Exercise aim |
Reading through the lines below, count those that include the string "data"; the answer is that number and nothing else.

[Start of section]

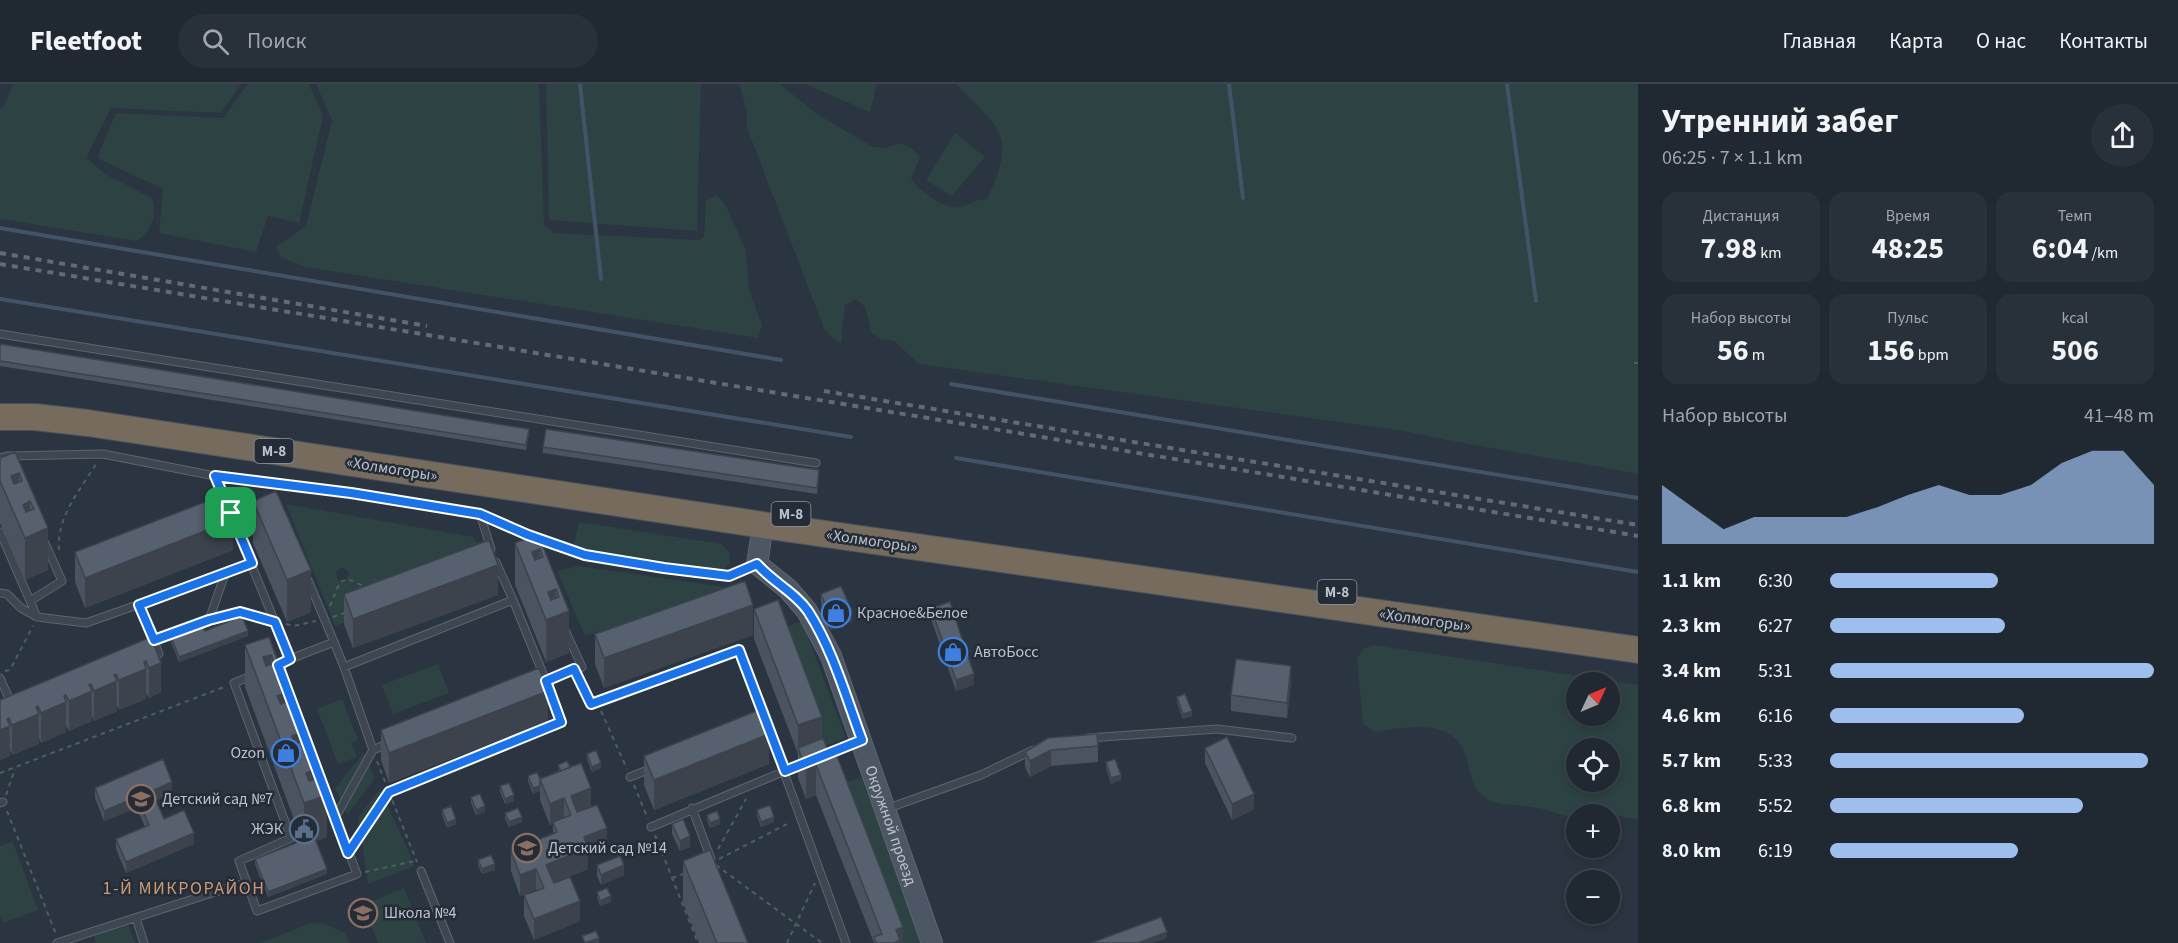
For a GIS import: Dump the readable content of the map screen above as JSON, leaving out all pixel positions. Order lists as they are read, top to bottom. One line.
{"streets":{"highway":["М-8","«Холмогоры»"],"street":["Окружной проезд"]},"districts":["1-Й МИКРОРАЙОН"],"places":{"shop":["Красное&Белое","АвтоБосс","Ozon"],"school or university":["Детский сад №7","Детский сад №14","Школа №4"],"public building":["ЖЭК"]},"north":"top right","page":{"header":"Fleetfoot","search":"Поиск","nav":["Главная","Карта","О нас","Контакты"],"heading":["Утренний забег","06:25 · 7 × 1.1 km"],"stats":[["Дистанция","7.98 km"],["Время","48:25"],["Темп","6:04 /km"],["Набор высоты","56 m"],["Пульс","156 bpm"],["kcal","506"]],"chart":["Набор высоты","41–48 m"],"list":[{"name":"1.1 km","note":"6:30"},{"name":"2.3 km","note":"6:27"},{"name":"3.4 km","note":"5:31"},{"name":"4.6 km","note":"6:16"},{"name":"5.7 km","note":"5:33"},{"name":"6.8 km","note":"5:52"},{"name":"8.0 km","note":"6:19"}],"map_buttons":["+","−"]}}
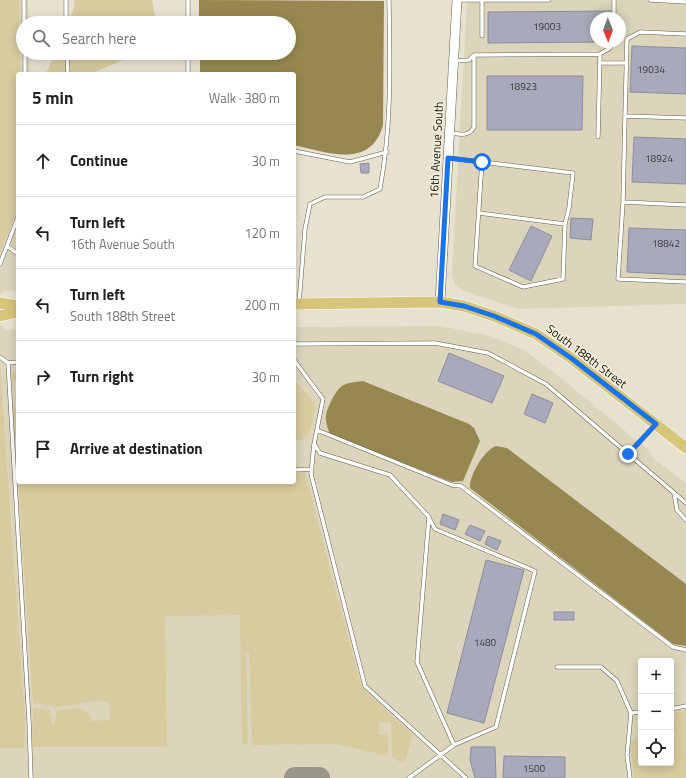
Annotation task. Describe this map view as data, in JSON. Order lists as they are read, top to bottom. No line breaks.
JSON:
{"streets":{"main road":["South 188th Street"],"street":["16th Avenue South"]},"crossings":[["16th Avenue South","South 188th Street"]],"house_numbers":["19003","19034","18923","18924","18842","1480","1500"],"north":"bottom","page":{"search":"Search here","heading":["5 min","Walk · 380 m"],"list":[["Continue","30 m"],["Turn left","16th Avenue South","120 m"],["Turn left","South 188th Street","200 m"],["Turn right","30 m"],"Arrive at destination"],"map_buttons":["+","−"]}}
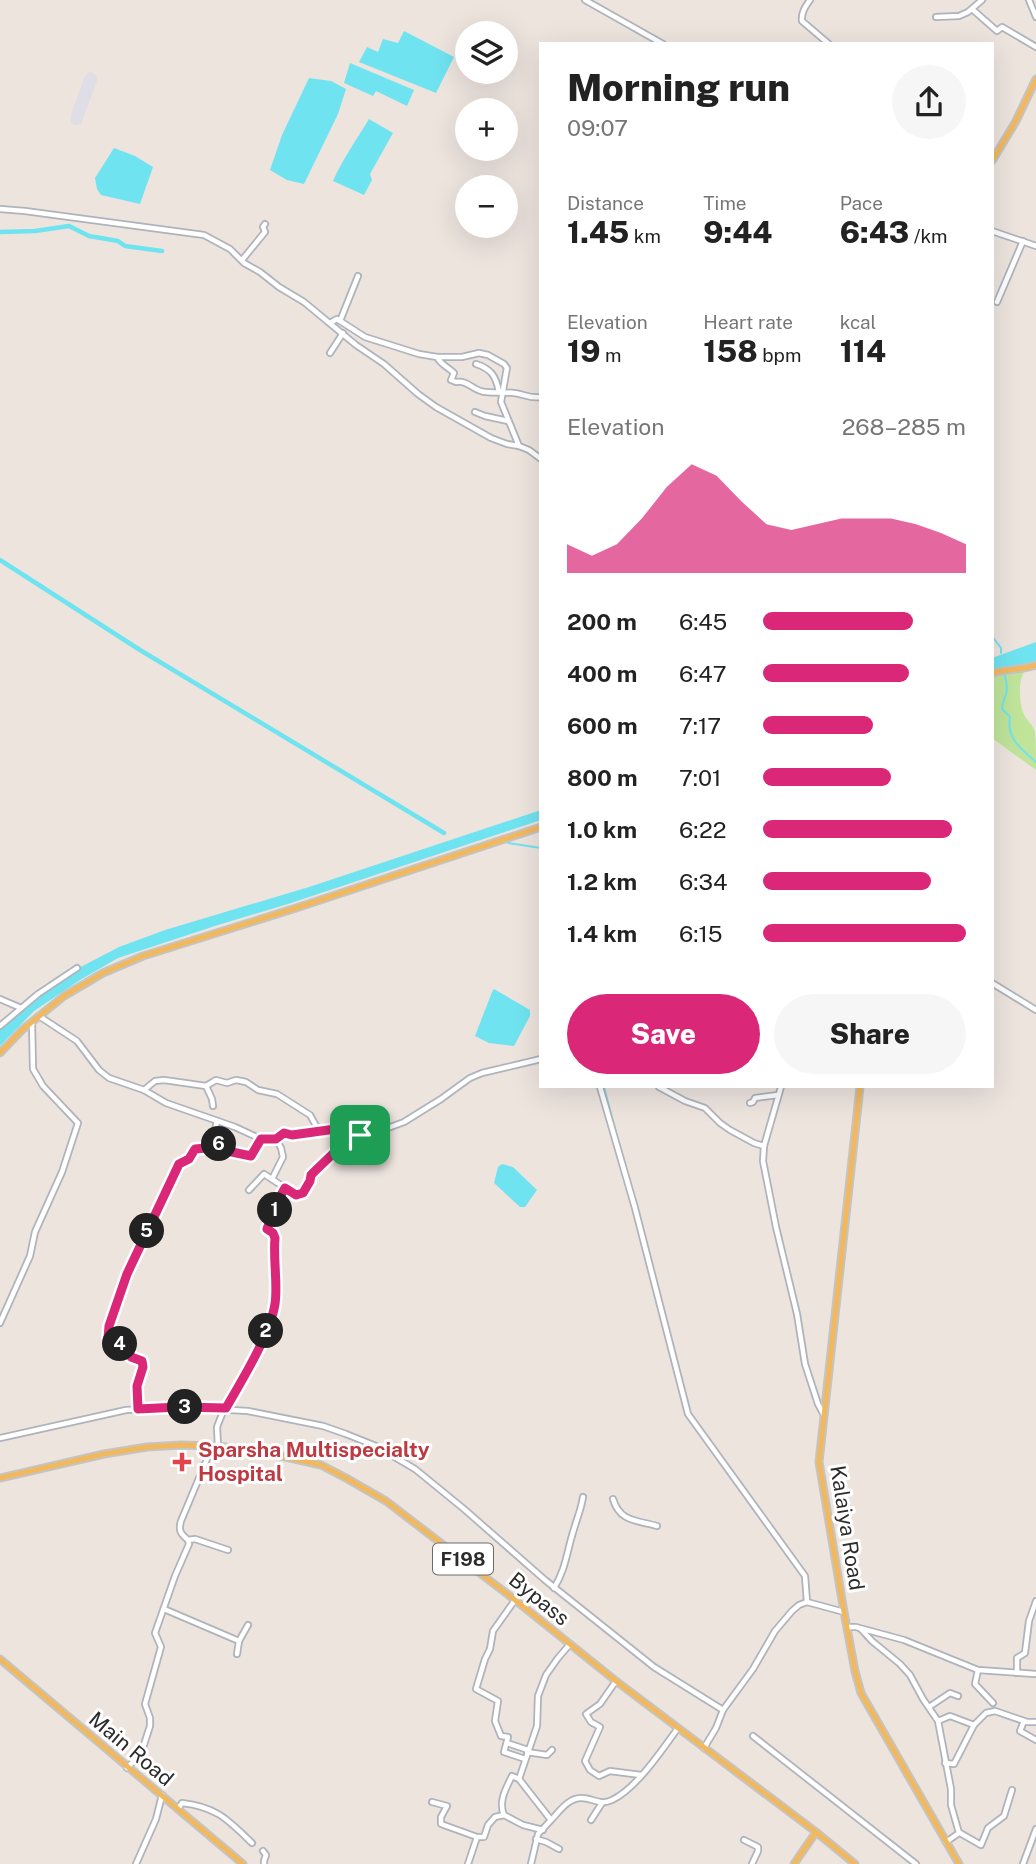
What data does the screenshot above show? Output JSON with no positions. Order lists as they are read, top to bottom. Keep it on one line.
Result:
{"streets":{"main road":["Kalaiya Road","F198","Bypass","Main Road"]},"places":{"health":["Sparsha Multispecialty Hospital"]},"page":{"map_buttons":["+","−"],"heading":["Morning run","09:07"],"stats":[["Distance","1.45 km"],["Time","9:44"],["Pace","6:43 /km"],["Elevation","19 m"],["Heart rate","158 bpm"],["kcal","114"]],"chart":["Elevation","268–285 m"],"list":[{"name":"200 m","note":"6:45"},{"name":"400 m","note":"6:47"},{"name":"600 m","note":"7:17"},{"name":"800 m","note":"7:01"},{"name":"1.0 km","note":"6:22"},{"name":"1.2 km","note":"6:34"},{"name":"1.4 km","note":"6:15"}],"buttons":["Save","Share"],"pins":["6","1","5","2","4","3"]}}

[End of section]

Reply to the exercise |
2